*** SUPPLIED RECORDS ***

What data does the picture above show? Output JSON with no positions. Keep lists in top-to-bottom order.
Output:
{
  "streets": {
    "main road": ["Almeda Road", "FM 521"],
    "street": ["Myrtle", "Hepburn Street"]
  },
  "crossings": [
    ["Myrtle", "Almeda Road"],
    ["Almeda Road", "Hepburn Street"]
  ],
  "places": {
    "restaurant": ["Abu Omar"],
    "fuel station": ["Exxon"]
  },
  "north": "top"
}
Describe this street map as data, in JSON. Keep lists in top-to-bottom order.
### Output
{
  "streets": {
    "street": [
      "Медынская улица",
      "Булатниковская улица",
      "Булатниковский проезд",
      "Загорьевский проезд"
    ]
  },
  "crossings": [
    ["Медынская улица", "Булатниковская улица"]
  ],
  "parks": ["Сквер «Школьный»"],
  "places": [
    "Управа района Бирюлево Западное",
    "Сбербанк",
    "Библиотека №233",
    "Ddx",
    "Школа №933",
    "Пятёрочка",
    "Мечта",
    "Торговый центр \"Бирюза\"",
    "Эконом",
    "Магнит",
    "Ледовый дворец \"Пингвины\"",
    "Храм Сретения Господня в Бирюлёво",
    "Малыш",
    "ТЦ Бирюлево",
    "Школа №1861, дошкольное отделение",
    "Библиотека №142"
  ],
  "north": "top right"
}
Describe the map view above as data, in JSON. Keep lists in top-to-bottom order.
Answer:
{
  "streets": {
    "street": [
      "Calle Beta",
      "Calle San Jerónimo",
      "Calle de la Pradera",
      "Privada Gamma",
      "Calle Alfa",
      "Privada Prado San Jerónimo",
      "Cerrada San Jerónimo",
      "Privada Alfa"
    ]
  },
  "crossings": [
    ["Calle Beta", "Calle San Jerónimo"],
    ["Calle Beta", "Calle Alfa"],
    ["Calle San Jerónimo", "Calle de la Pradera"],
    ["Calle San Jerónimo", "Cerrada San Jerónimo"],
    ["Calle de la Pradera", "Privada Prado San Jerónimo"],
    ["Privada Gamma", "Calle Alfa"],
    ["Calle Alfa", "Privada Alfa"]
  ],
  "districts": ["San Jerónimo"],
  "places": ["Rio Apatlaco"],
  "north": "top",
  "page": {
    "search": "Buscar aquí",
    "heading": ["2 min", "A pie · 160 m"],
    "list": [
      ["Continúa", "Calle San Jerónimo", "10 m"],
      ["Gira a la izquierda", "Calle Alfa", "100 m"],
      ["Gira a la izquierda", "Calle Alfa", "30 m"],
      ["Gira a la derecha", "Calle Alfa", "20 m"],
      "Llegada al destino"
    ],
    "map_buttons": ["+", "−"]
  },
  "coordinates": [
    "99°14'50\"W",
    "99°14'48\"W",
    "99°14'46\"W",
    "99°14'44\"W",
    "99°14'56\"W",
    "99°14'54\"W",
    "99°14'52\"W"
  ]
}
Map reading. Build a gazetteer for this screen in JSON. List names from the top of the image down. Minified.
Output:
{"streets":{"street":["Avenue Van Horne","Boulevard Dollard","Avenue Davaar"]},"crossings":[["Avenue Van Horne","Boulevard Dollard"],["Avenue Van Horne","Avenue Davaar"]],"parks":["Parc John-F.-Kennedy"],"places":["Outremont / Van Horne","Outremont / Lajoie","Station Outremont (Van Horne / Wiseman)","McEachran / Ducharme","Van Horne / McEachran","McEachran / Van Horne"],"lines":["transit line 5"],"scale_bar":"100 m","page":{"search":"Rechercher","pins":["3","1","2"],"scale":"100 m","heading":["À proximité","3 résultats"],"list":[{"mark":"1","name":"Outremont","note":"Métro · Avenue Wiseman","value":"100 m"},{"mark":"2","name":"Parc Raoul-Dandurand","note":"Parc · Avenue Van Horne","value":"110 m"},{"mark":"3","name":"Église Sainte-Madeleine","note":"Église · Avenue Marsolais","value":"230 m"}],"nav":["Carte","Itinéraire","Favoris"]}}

*** End of SUPPLIED RECORDS ***

**THE PROBLEM**. A verbatim copy of all the records is to be produced.

**ANSWER TO THE PROBLEM**.
What data does the picture above show? Output JSON with no positions. Keep lists in top-to-bottom order.
Output:
{
  "streets": {
    "main road": ["Almeda Road", "FM 521"],
    "street": ["Myrtle", "Hepburn Street"]
  },
  "crossings": [
    ["Myrtle", "Almeda Road"],
    ["Almeda Road", "Hepburn Street"]
  ],
  "places": {
    "restaurant": ["Abu Omar"],
    "fuel station": ["Exxon"]
  },
  "north": "top"
}
Describe this street map as data, in JSON. Keep lists in top-to-bottom order.
### Output
{
  "streets": {
    "street": [
      "Медынская улица",
      "Булатниковская улица",
      "Булатниковский проезд",
      "Загорьевский проезд"
    ]
  },
  "crossings": [
    ["Медынская улица", "Булатниковская улица"]
  ],
  "parks": ["Сквер «Школьный»"],
  "places": [
    "Управа района Бирюлево Западное",
    "Сбербанк",
    "Библиотека №233",
    "Ddx",
    "Школа №933",
    "Пятёрочка",
    "Мечта",
    "Торговый центр \"Бирюза\"",
    "Эконом",
    "Магнит",
    "Ледовый дворец \"Пингвины\"",
    "Храм Сретения Господня в Бирюлёво",
    "Малыш",
    "ТЦ Бирюлево",
    "Школа №1861, дошкольное отделение",
    "Библиотека №142"
  ],
  "north": "top right"
}
Describe the map view above as data, in JSON. Keep lists in top-to-bottom order.
Answer:
{
  "streets": {
    "street": [
      "Calle Beta",
      "Calle San Jerónimo",
      "Calle de la Pradera",
      "Privada Gamma",
      "Calle Alfa",
      "Privada Prado San Jerónimo",
      "Cerrada San Jerónimo",
      "Privada Alfa"
    ]
  },
  "crossings": [
    ["Calle Beta", "Calle San Jerónimo"],
    ["Calle Beta", "Calle Alfa"],
    ["Calle San Jerónimo", "Calle de la Pradera"],
    ["Calle San Jerónimo", "Cerrada San Jerónimo"],
    ["Calle de la Pradera", "Privada Prado San Jerónimo"],
    ["Privada Gamma", "Calle Alfa"],
    ["Calle Alfa", "Privada Alfa"]
  ],
  "districts": ["San Jerónimo"],
  "places": ["Rio Apatlaco"],
  "north": "top",
  "page": {
    "search": "Buscar aquí",
    "heading": ["2 min", "A pie · 160 m"],
    "list": [
      ["Continúa", "Calle San Jerónimo", "10 m"],
      ["Gira a la izquierda", "Calle Alfa", "100 m"],
      ["Gira a la izquierda", "Calle Alfa", "30 m"],
      ["Gira a la derecha", "Calle Alfa", "20 m"],
      "Llegada al destino"
    ],
    "map_buttons": ["+", "−"]
  },
  "coordinates": [
    "99°14'50\"W",
    "99°14'48\"W",
    "99°14'46\"W",
    "99°14'44\"W",
    "99°14'56\"W",
    "99°14'54\"W",
    "99°14'52\"W"
  ]
}
Map reading. Build a gazetteer for this screen in JSON. List names from the top of the image down. Minified.
Output:
{"streets":{"street":["Avenue Van Horne","Boulevard Dollard","Avenue Davaar"]},"crossings":[["Avenue Van Horne","Boulevard Dollard"],["Avenue Van Horne","Avenue Davaar"]],"parks":["Parc John-F.-Kennedy"],"places":["Outremont / Van Horne","Outremont / Lajoie","Station Outremont (Van Horne / Wiseman)","McEachran / Ducharme","Van Horne / McEachran","McEachran / Van Horne"],"lines":["transit line 5"],"scale_bar":"100 m","page":{"search":"Rechercher","pins":["3","1","2"],"scale":"100 m","heading":["À proximité","3 résultats"],"list":[{"mark":"1","name":"Outremont","note":"Métro · Avenue Wiseman","value":"100 m"},{"mark":"2","name":"Parc Raoul-Dandurand","note":"Parc · Avenue Van Horne","value":"110 m"},{"mark":"3","name":"Église Sainte-Madeleine","note":"Église · Avenue Marsolais","value":"230 m"}],"nav":["Carte","Itinéraire","Favoris"]}}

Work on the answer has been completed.